In MCS, a portal is a canvas with some specific attributes, and a region is a format that you define in a layout.

In MCS, a portal is a canvas with some specific attributes, and a region is a format that you define in a layout.

To support portals, MCS provides two distinct kinds of canvas. Top-level portal canvasses define complete pages in target markup, whereas included portlets define target page components only. See Types of canvas for details.

Note:

Mobile Portal Accelerator handles the aggregation of portlets. The examples in the section are for clarification purposes only.

Portal layouts

MCS supports two kinds of layout. Canvas layouts may be used for normal canvasses, portals and portlets. Montage layouts may not be used with portals.

If you construct a layout used with a portal canvas, you need to refer to and include layouts associated with the portlets that it includes. You do this by defining a Region format. Region formats are designed to contain complete layouts. At runtime, MCS uses the Name attribute entered in the region's Format Attributes view to associate the XDIME markup with the region.

Region formats are a little like panes, in that they cannot contain any other format definitions. Instead, they define areas that will contain content laid out according to some other layout or layouts.

In the example, the layout is named 'myPortal', so the region element refers to 'region1' within layout 'myPortal'.
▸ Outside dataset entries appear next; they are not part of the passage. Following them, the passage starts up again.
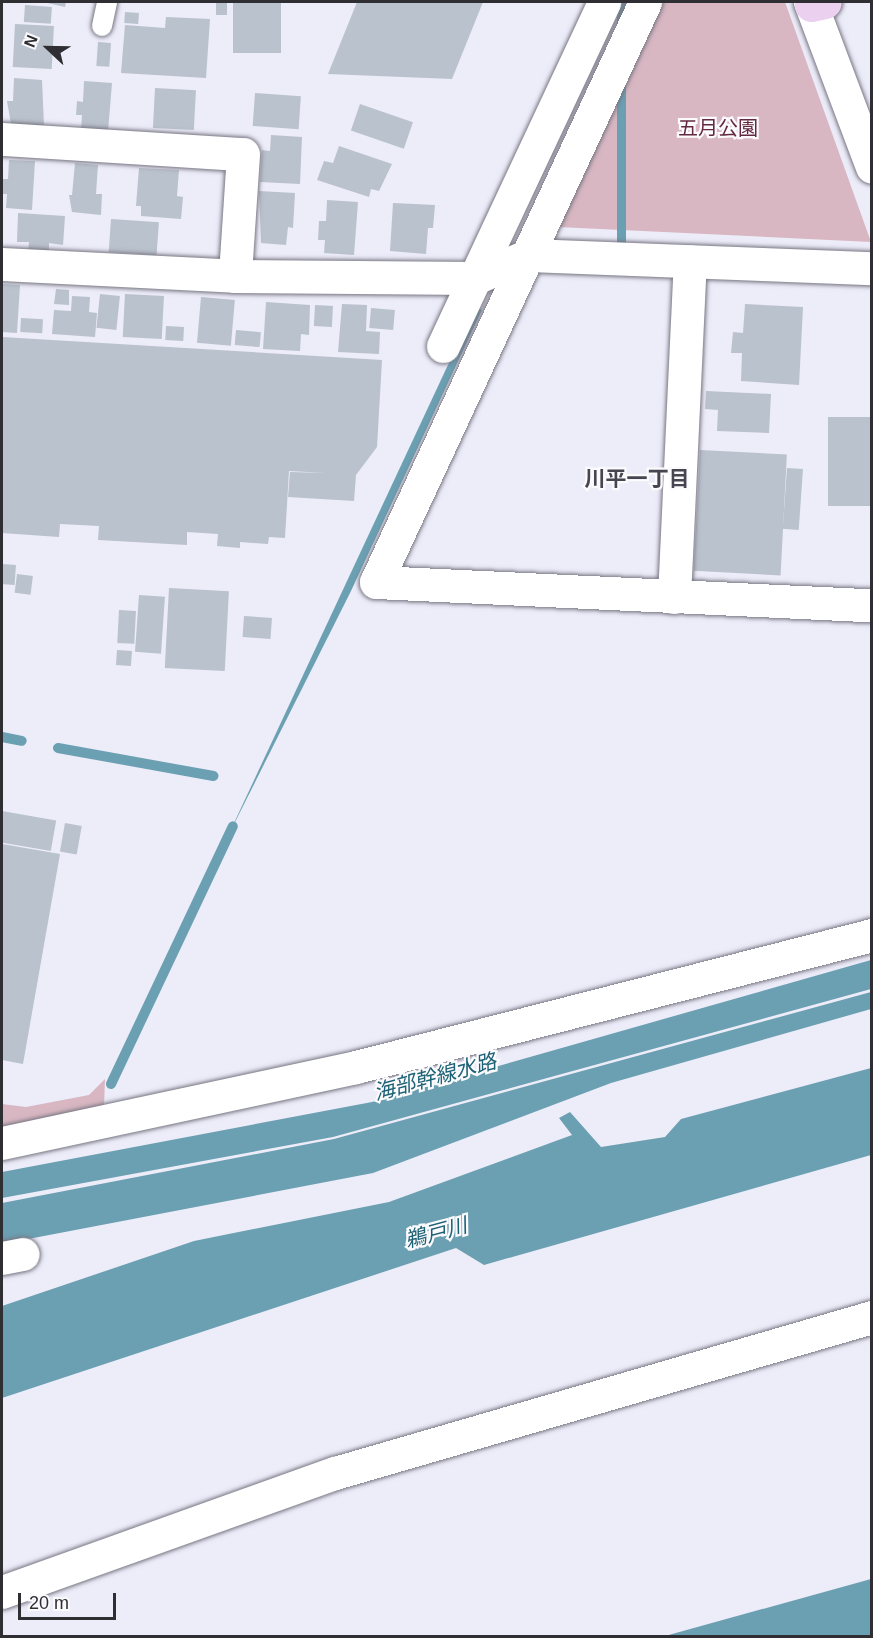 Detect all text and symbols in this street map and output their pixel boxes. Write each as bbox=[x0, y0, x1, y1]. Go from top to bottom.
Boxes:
north arrow bbox=[18, 18, 78, 78]
text: N bbox=[21, 33, 41, 50]
park label: 五月公園 bbox=[678, 116, 758, 140]
district label: 川平一丁目 bbox=[585, 466, 689, 492]
water label: 海部幹線水路 bbox=[371, 1049, 499, 1105]
water label: 鵜戸川 bbox=[402, 1213, 470, 1253]
scale bar bbox=[21, 1581, 118, 1619]
text: 20 m bbox=[29, 1593, 69, 1613]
<?xml version="1.0" encoding="UTF-8"?>
<canvas
  layoutName="/myPortal.mlyt"
  type="portal">
  <region name="region1">
    <include href="portletA.xml" parse="xml"/>
  </region>
</canvas>

It is possible to include multiple portlets within a single region, for example:

<?xml version="1.0" encoding="UTF-8"?>
<canvas
  layoutName="/myPortal.mlyt"
  type="portal">
  <region name="region1">
    <include href="portletA.xml" parse="xml"/>
    <include href="portletB.xml" parse="xml"/>
  </region>
</canvas>

In this case, both portlet pages are included sequentially, which normally causes the second portlet to appear after the first within the region. But you cannot specify any relative or absolute positioning of portlets or inclusions used in this way. To control relative positioning, you should use a separate region for each portlet or inclusion.

Portal themes

Each portal or portlet canvas can be associated with a theme that applies to the content in the canvas.

If you do not specify a theme for an included canvas, it will inherit its theme from its parent. For portlets, this means that they will inherit their theme from the enclosing portal. If a portlet has a theme and that theme defines a style with the same name as a style in the parent, the portlet's style attributes will be added to, and merged with, the parent style attributes.

Missing Regions

It is quite possible for a region tag to refer to a region that does not exist in the portal layout. This situation is analogous to that when a page refers to a pane that does not exist in its layout. In the case of the missing pane, MCS simply ignores content targeted to it and takes steps to avoid unnecessary generation of device dependent output.